O homossexual ou a dificuldade de se expressar seria um texto repetitivo se não se utilizasse da renovação como operação recorrente. Voltamos sempre ao mesmo problema, mas com novas palavras e contornos, parece que já nos conhecemos… Mas não. Eu ainda não me apresentei.
Prazer,
Referências bibliográficas:
FREITAS, Fabiano. “Copi: o teatro transbarroco sai do armário”, Jornal do Commercio, matéria online, 2015. Disponível em:
http://jconlineblogs.ne10.uol.com.br/terceiroato/2015/06/24/copi-o-teatro-transbarroco-saiu-do-armario/ – último acesso em 24/06/2015.
MISKOLCI, Richard. Teoria Queer: um aprendizado pelas diferenças. Belo Horizonte: Autêntica Editora; UFOP, 2012 (Série Cadernos da Diversidade 6).
PELÚCIO, Larissa. “Traduções e torções ou o que se quer dizer quando dizemos queer no Brasil?”, Revista Periódicus, Salvador, Vol. 1, No 1, 2014.
PERES, Wiliam Siqueira. ‘Travestilidades Nômades: A explosão dos binarismos e a emergência queering”, Revista Estudos Feministas, Florianópolis, 20(2), 2012.
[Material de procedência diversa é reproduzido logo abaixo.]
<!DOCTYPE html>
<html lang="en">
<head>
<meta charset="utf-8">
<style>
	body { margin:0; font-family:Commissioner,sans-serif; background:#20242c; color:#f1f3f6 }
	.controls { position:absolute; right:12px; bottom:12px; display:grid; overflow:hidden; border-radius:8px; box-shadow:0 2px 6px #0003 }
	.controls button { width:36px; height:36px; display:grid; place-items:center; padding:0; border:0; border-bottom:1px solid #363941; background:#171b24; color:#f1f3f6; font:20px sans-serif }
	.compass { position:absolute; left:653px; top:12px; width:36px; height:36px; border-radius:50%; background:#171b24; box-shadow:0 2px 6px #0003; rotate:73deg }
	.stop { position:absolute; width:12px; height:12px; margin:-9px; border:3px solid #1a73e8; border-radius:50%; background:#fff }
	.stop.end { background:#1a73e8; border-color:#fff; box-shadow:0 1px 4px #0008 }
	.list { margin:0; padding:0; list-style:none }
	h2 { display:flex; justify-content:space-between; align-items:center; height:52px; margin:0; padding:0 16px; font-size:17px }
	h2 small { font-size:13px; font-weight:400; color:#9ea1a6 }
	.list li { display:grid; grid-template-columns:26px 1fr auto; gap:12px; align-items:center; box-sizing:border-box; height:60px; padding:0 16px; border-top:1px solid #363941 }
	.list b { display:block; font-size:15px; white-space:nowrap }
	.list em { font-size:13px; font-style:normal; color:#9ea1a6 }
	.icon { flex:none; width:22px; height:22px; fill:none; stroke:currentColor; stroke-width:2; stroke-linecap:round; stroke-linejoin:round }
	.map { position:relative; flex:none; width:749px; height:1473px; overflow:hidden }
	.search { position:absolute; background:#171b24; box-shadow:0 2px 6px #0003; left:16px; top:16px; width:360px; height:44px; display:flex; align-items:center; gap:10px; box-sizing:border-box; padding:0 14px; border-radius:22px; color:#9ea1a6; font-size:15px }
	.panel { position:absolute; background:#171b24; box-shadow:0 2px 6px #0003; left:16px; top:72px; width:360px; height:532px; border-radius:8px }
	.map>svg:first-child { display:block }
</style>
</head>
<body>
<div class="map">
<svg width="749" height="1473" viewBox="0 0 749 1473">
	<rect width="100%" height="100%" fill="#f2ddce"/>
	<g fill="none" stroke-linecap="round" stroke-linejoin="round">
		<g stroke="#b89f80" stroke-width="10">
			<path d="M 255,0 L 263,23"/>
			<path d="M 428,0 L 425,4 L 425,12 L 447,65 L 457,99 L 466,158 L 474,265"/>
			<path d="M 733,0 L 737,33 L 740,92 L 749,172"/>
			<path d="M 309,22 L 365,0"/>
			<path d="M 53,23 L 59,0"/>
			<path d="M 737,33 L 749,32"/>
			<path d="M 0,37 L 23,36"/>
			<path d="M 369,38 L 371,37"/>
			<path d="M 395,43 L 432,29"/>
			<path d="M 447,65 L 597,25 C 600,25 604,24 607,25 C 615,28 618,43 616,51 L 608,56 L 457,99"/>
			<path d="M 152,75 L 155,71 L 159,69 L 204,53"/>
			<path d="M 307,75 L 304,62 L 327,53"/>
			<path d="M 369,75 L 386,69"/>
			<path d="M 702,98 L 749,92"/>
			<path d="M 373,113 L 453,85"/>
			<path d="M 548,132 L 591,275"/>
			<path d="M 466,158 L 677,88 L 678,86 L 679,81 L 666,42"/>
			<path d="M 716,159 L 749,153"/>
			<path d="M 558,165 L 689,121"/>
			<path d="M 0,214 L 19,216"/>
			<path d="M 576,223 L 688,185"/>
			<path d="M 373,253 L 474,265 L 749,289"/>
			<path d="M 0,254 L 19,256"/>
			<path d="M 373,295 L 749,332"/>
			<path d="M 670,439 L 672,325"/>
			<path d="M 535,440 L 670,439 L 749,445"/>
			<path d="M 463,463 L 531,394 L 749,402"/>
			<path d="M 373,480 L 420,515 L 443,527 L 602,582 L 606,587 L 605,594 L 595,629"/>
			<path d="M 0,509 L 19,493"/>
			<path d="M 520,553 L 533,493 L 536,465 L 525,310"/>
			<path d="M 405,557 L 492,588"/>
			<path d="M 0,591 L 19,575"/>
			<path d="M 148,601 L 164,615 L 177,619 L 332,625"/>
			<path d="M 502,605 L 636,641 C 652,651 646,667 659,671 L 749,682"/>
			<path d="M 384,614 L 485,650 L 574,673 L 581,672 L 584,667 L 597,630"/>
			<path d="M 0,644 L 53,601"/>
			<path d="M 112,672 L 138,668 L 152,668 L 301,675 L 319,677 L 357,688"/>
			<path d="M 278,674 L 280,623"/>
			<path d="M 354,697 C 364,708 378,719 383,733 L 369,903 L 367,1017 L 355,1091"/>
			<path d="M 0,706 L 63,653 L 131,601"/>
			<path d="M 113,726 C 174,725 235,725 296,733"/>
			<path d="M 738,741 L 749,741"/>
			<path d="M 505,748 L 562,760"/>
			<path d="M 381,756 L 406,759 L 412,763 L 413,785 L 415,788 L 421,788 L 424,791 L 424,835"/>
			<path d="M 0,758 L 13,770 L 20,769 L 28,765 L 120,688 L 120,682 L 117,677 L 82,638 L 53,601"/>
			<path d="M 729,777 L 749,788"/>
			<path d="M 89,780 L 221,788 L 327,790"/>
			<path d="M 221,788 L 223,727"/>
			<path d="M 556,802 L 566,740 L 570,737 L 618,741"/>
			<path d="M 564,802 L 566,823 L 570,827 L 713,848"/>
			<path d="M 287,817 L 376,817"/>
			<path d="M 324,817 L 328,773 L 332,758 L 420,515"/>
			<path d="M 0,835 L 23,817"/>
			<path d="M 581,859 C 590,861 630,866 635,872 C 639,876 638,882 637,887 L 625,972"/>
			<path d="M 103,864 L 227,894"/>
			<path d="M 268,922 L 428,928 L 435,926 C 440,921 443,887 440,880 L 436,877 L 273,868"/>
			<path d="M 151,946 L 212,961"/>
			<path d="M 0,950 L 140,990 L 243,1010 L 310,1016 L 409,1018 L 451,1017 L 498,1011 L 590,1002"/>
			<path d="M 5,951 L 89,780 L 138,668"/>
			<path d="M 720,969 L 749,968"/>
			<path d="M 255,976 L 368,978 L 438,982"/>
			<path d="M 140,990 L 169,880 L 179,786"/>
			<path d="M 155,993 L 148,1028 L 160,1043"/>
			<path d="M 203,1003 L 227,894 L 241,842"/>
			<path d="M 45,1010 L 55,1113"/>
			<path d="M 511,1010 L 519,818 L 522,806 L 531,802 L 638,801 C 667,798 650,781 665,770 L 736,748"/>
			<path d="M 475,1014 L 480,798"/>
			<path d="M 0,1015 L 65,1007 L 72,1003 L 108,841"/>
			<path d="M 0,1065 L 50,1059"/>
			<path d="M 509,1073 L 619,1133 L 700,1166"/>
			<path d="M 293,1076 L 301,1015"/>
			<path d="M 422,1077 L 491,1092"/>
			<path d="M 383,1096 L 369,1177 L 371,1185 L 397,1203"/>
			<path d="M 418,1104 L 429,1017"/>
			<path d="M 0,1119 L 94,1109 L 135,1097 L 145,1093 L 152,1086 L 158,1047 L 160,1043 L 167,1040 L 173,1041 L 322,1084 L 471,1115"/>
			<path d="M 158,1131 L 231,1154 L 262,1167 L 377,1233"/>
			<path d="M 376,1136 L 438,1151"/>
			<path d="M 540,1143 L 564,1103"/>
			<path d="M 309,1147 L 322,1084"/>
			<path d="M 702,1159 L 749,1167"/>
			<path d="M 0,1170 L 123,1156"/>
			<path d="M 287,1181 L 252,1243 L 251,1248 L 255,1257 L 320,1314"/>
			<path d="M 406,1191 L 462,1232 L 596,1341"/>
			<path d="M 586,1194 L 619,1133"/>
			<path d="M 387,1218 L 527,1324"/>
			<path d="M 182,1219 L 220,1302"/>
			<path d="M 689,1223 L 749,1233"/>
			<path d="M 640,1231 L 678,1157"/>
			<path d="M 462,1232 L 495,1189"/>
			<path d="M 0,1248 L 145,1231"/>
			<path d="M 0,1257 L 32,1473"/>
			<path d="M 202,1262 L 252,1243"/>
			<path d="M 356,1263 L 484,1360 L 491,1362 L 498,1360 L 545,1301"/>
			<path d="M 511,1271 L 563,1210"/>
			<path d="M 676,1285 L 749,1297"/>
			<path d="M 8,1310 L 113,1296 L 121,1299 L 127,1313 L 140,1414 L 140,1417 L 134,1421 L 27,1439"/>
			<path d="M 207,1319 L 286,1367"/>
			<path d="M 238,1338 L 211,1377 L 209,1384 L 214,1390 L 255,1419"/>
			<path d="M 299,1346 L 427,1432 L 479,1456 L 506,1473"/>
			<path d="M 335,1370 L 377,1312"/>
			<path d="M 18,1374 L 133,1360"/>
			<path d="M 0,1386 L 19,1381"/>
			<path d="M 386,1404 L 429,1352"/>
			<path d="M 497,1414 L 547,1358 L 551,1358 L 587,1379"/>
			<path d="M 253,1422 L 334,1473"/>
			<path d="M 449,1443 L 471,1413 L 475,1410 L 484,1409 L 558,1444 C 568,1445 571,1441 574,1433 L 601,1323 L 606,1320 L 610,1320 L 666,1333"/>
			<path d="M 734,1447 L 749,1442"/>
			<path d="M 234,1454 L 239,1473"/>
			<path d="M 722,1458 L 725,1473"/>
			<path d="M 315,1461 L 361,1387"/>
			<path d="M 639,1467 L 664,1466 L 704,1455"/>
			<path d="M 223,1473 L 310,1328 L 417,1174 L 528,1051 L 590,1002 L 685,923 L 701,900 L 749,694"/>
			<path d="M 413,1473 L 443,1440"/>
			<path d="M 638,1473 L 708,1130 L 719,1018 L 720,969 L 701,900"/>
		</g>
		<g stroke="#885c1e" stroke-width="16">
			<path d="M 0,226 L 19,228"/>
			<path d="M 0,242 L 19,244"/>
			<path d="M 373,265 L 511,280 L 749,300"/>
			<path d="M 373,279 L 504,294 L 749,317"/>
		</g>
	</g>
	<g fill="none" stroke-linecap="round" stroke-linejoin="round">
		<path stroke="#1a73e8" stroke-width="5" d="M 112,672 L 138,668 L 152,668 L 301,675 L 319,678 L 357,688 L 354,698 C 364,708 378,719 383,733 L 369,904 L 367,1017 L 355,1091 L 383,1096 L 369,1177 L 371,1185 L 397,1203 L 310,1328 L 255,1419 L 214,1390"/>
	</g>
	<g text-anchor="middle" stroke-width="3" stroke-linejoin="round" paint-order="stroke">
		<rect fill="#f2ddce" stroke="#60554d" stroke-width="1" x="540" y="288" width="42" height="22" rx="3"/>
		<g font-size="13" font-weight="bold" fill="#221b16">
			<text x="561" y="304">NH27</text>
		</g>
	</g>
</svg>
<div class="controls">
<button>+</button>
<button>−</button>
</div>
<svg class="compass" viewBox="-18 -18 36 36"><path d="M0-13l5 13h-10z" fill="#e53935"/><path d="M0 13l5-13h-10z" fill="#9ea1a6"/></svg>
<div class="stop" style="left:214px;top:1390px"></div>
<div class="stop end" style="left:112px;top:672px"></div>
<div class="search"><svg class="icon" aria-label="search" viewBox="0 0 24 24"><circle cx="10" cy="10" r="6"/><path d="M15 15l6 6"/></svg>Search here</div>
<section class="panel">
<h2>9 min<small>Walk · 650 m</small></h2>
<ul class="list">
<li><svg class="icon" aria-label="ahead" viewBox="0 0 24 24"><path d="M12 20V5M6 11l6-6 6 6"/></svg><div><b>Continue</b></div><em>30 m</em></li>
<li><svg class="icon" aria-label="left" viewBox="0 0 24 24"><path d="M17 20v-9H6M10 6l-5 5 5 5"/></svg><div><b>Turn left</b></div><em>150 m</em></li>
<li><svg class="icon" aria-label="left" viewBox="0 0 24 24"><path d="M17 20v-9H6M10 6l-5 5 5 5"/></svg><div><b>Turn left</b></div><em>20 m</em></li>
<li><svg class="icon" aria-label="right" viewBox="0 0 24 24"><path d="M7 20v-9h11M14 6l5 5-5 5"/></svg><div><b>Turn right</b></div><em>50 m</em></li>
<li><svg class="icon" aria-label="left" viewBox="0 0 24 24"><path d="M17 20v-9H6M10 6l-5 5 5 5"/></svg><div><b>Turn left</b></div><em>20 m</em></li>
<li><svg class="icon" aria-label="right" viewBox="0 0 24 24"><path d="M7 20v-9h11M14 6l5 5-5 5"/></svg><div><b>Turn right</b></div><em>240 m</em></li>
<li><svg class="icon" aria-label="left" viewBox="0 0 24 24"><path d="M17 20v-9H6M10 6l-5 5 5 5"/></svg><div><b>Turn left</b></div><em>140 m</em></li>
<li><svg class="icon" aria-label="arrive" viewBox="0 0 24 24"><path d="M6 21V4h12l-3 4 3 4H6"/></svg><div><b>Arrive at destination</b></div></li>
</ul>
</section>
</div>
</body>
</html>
PRECIADO, Beatriz. “Multidões Queer: notas para uma política dos anormais”, Revista de Estudos Feministas, Florianópolis, 19(1), 2011.
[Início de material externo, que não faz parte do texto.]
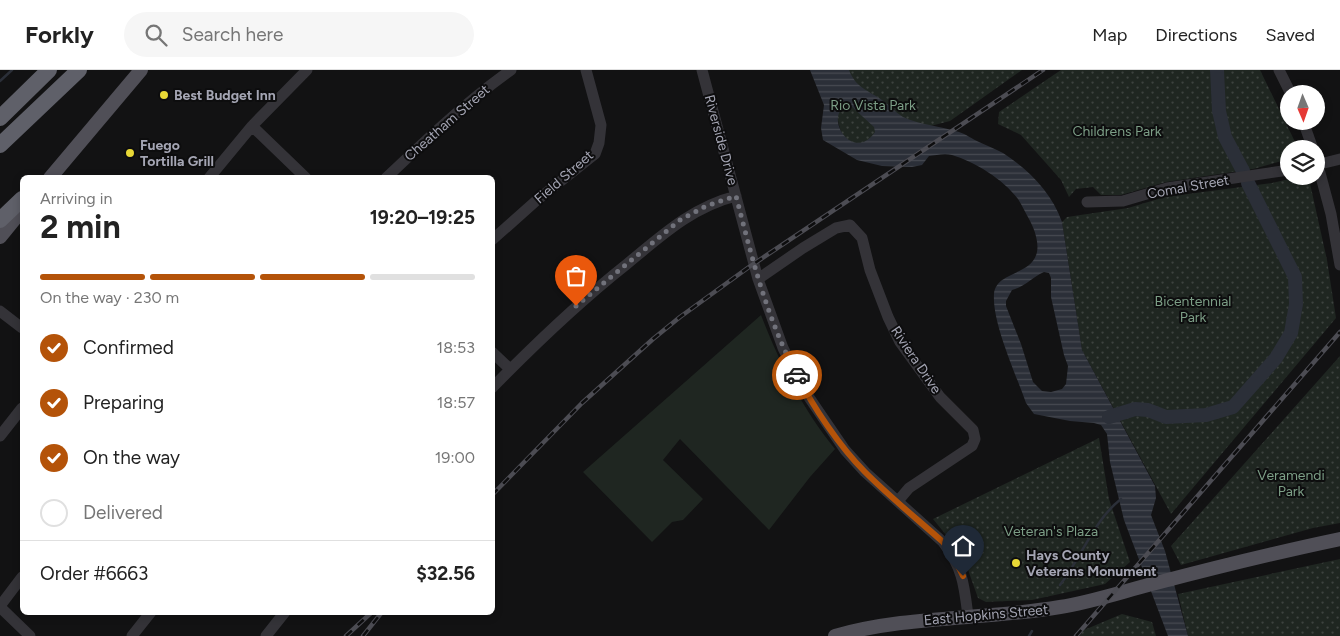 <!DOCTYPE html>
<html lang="en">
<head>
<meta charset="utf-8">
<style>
	:root { --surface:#fff; --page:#f6f6f6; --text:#222; --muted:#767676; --line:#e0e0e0; --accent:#b45309 }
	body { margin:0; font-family:Figtree,sans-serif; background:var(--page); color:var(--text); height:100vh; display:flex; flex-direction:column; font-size:19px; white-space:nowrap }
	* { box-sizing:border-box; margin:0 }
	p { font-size:16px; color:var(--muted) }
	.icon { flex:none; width:28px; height:28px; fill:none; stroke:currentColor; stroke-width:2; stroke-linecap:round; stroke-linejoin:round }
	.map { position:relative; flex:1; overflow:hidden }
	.details { position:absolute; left:20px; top:105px; width:475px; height:440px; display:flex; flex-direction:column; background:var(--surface); border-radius:8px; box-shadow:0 2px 8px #0003 }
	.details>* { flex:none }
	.needle { width:32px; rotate:178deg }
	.tools { position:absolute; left:1280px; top:15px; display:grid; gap:10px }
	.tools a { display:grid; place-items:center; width:45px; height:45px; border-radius:50%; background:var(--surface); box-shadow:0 2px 8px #0003; font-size:25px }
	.pin { position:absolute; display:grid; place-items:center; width:42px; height:42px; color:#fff; margin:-51px -21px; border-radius:50% 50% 50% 0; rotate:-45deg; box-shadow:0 0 5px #0007 }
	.pin .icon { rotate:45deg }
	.courier { position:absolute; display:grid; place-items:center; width:50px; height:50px; margin:-25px; border:4px solid #b45309; border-radius:50%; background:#fff; color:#222; box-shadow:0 1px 6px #0007 }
	.headline em { font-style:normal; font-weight:700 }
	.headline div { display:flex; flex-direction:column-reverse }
	.headline { display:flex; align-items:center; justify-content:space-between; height:85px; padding:0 20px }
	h1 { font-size:32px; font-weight:700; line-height:38px }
	.bar { display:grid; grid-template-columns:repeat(4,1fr); gap:8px 5px; align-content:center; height:60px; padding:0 20px }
	.bar i { height:6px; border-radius:4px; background:var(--line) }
	.bar .selected { background:var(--accent) }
	.bar p { grid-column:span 4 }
	.line { display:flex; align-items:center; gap:12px; padding:0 20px; border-top:1px solid var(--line) }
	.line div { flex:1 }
	ol { padding:0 20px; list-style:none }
	li { display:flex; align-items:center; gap:15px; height:55px }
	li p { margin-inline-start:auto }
	li .icon { padding:5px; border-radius:50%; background:var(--accent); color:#fff; stroke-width:4 }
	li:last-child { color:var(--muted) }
	li i { width:28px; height:28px; border:2px solid var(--line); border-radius:50% }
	header { display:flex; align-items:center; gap:30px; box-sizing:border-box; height:70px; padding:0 25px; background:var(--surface); border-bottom:1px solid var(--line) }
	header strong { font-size:24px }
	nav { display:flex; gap:28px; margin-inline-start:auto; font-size:18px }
	.search { width:350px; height:45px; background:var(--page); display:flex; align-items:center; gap:12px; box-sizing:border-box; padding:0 18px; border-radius:28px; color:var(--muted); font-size:19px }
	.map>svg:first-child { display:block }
</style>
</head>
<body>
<header>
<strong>Forkly</strong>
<div class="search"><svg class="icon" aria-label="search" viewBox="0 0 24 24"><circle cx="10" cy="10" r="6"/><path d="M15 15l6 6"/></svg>Search here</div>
<nav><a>Map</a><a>Directions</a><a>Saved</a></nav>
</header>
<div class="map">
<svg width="1340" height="566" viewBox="0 0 1340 566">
	<defs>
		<pattern id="park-dots" width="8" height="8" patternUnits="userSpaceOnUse" patternTransform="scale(1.25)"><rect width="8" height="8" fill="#1f2621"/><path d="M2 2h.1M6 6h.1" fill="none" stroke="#3d423f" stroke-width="1.8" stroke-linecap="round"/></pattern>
		<pattern id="water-rules" width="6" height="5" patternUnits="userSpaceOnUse" patternTransform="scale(1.25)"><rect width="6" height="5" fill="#2b2f38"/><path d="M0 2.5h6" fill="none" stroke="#474a52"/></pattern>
	</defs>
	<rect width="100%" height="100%" fill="#121213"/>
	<path fill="#1f2621" d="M761,245C780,294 802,338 835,379L810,407L769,460L680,369L663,390L703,429L683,450L672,452L652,472L583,402Z"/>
	<path fill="url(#park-dots)" d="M833,0H1022L950,51L864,73C857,73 850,73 845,68C835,58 835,15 833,0Z
		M1061,0H1260L1298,78L1289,79V89L1253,99L1166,112L1121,125H1101L1093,117L1076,119L1069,127L1061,110L1021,65L998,54L999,42Z
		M1302,106H1306L1309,109L1327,190L1336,248L1171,444L1082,280L1062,152L1067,147L1128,138L1165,127L1272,113Z
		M1340,286V453L1313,458L1181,495L1171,476Z
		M1099,368L1109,429L1130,492L1105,514L1032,530L986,532L978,528L967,497L955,476L933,449Z
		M1340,489V566H1188L1178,524Z
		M1122,544L1152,552L1156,566H1079L1084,560Z"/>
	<path fill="url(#water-rules)" fill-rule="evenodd" d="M810,0H849C856,18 868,20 882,30C889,35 895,42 903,47C921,55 940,56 959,62C966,64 972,69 979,72C987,76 996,79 1003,83C1029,100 1052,123 1062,152L1082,280L1155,416L1156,428L1151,445L1165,481L1188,566H1168L1124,450L1110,392L1107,364L1101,355L1094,353L1070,351L1034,344L1026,333C1016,304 992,253 994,224C996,201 1032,206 1037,182C1039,171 1034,158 1029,149C1025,142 1022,135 1018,129C1003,109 975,92 952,85C945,83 936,85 929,86L922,95L912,97L882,96L857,90L823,70L821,58L824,35ZM846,35H850L874,57L875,62C854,93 823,49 846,35ZM1044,202L1049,203L1051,208V227L1064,285L1068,296L1066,314L1062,319L1051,322L1042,321L1033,312L1021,274L1006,236V231L1012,220C1026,216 1031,208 1044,202Z"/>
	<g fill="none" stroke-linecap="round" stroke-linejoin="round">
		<path stroke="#2b2f38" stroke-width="2.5" d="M0,11L12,0
			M1060,515C1082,487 1093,451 1121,429
			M1029,566L1032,561"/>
		<path stroke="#2b2f38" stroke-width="14" d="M1217,0L1219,41L1225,67L1243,101
			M1109,347L1135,339L1148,340L1166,347L1206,345L1233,337L1276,288L1291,263L1296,234L1295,207L1248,113"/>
		<path stroke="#343338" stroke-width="11" d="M702,0L758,209L783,278L804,320L845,380L865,402L943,472C963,499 964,514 968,546
			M1279,0L1291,24
			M1303,51L1313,79
			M252,56L306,108
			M1316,88L1331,144L1340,195
			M1316,95L1340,89
			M209,108L252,56L307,0
			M386,108C426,70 466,32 511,0
			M1087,132L1123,131L1167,118L1289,100
			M492,170L537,130L595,84L599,73L601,55L586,0
			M758,209L803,178L836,158L850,155L862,168L870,200L888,247L900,272L940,327L973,360L975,369L972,376L909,418L898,431
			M0,241L22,258
			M492,282L510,299
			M492,318C535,274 579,232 627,194C661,166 692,137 736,126
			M0,366L22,338
			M0,536L22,507
			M0,537L30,566
			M132,566L151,542
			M266,566L285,542"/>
		<path stroke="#504f57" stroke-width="14" d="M50,108L141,0
			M0,167L22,140
			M835,566C908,545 985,550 1060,537C1092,532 1124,521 1156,513C1217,497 1278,482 1340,469"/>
		<path stroke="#5f6069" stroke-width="16" d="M0,48L49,0
			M0,75L79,0
			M0,150L22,129"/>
		<g stroke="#4c4c53" stroke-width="4.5">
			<path id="rail" d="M492,425L582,333L653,269L680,247L749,197L1043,0
				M346,566L372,542
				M363,566L382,542
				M1076,566L1340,262"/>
		</g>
		<use href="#rail" stroke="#0d0d0e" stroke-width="2.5" stroke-dasharray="8" stroke-linecap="butt"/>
	</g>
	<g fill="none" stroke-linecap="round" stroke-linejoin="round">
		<path stroke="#71727b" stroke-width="5" stroke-dasharray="0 9" d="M576,236L680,150L706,136L736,126C752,188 767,249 797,305"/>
		<path stroke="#b45309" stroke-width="6" d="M797,305C813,337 840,377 865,402C890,427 917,449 943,472L952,484L963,506"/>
	</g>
	<g fill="#e8d836" stroke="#0d0d0e" stroke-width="2">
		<circle cx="164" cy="25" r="5"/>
		<circle cx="130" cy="83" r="5"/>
		<circle cx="1016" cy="493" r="5"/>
	</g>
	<g text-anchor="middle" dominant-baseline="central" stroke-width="4" stroke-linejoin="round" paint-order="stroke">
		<g font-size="14" font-weight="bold" fill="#a4a5b3" stroke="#0d0d0e" text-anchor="start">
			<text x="174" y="25">Best Budget Inn</text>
			<text x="140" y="75">Fuego<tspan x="140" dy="16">Tortilla Grill</tspan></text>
			<text x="1026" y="485">Hays County<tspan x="1026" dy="16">Veterans Monument</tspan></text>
		</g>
		<g font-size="14" fill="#7c9e86" stroke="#0d0d0e">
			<text x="873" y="35">Rio Vista Park</text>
			<text x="1117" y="61">Childrens Park</text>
			<text x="1193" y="231">Bicentennial<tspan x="1193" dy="16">Park</tspan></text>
			<text x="1291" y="405">Veramendi<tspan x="1291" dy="16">Park</tspan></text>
			<text x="1051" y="461">Veteran's Plaza</text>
		</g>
		<g font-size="14" fill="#a4a5b3" stroke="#0d0d0e">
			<text transform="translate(447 53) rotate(-41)">Cheatham Street</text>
			<text transform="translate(721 70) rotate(75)">Riverside Drive</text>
			<text transform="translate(564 107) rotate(-41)">Field Street</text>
			<text transform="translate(1188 117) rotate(-10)">Comal Street</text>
			<text transform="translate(916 290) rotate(56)">Riviera Drive</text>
			<text transform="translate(986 545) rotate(-5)">East Hopkins Street</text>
		</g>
	</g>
</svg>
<div class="tools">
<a><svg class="needle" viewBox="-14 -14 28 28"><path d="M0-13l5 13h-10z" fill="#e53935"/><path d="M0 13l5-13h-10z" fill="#767676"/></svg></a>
<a><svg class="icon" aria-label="layers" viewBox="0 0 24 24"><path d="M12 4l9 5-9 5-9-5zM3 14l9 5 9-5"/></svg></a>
</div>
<div class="pin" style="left:576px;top:236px;background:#ea580c"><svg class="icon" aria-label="bag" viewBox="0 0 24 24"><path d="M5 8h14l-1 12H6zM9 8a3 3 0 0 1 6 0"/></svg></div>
<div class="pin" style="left:963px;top:506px;background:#1f2937"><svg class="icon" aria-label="home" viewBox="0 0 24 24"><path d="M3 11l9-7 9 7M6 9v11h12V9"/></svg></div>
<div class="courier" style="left:797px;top:305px"><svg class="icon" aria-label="car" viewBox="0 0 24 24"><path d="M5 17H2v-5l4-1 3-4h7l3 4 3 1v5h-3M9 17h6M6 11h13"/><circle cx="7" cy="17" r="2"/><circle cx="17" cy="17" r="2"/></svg></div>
<section class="details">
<div class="headline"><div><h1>2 min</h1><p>Arriving in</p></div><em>19:20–19:25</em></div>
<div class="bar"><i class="selected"></i><i class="selected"></i><i class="selected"></i><i></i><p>On the way · 230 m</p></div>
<ol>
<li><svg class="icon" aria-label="check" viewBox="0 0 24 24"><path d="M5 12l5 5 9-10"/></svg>Confirmed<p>18:53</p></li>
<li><svg class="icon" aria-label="check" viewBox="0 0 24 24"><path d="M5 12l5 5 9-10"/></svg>Preparing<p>18:57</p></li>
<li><svg class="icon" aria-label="check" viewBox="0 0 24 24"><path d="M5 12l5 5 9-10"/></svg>On the way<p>19:00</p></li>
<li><i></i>Delivered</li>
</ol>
<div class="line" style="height:65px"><div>Order #6663</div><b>$32.56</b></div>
</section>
</div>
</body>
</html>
RIBEIRO, Vinicios. “Meu cu faz milagre ou Je suis Jaciras”. In: MURARI, Lucas; NAGIME, Mateus (Orgs.). Catálogo New Queer Cinema: cinema, sexualidade e política, 2015.
Caio Riscado: Doutorando em performance pela UNIRIO, Mestre em processos e métodos da criação cênica pela UNIRIO, Diretor Teatral formado pela UFRJ, artista pesquisador, professor, performer e membro fundador de MIÚDA – núcleo de pesquisa continuada em artes do Rio de Janeiro.
Notas:
1 Não há publicação em português do texto O homossexual ou a dificuldade de se expressar de Copi. As passagens citadas foram retiradas da tradução realizada por Giovana Soar disponibilizada pela equipe do espetáculo para escrita desse artigo.
2 No dia 19 de junho de 2015 levei os alunos da disciplina Encenação, do curso de graduação em Licenciatura da UNIRIO, para ver o espetáculo e bater um papo com a equipe. No pequeno mas proveitoso debate Renato Carrera falou das dificuldades de compor essa personagem, destacando, principalmente, o seu caráter fugidio. O ator usa a palavra “traço” para definir sua construção e lembra que Copi além de dramaturgo era também cartunista. O desenho da personagem se dá por traços, pequenos estímulos reconhecíveis. Carrera nos diz ainda que o ator precisa sugerir e o público é quem fica responsável por juntar os traços e elaborar o seu próprio quadro.
3 A Oficina “O ator travesti” teve duração de três semanas, totalizando 60 horas de duração. Guiada por Fabiano de Freitas e Thomas Quillardet, a oficina fez parte da programação da Ocupação Copi, realizada no Sesc de Copacabana, RJ, nos meses de junho e julho de 2015. A programação contava também com o espetáculo “A Geladeira”, de Copi, dirigido por Thomas Quillardet.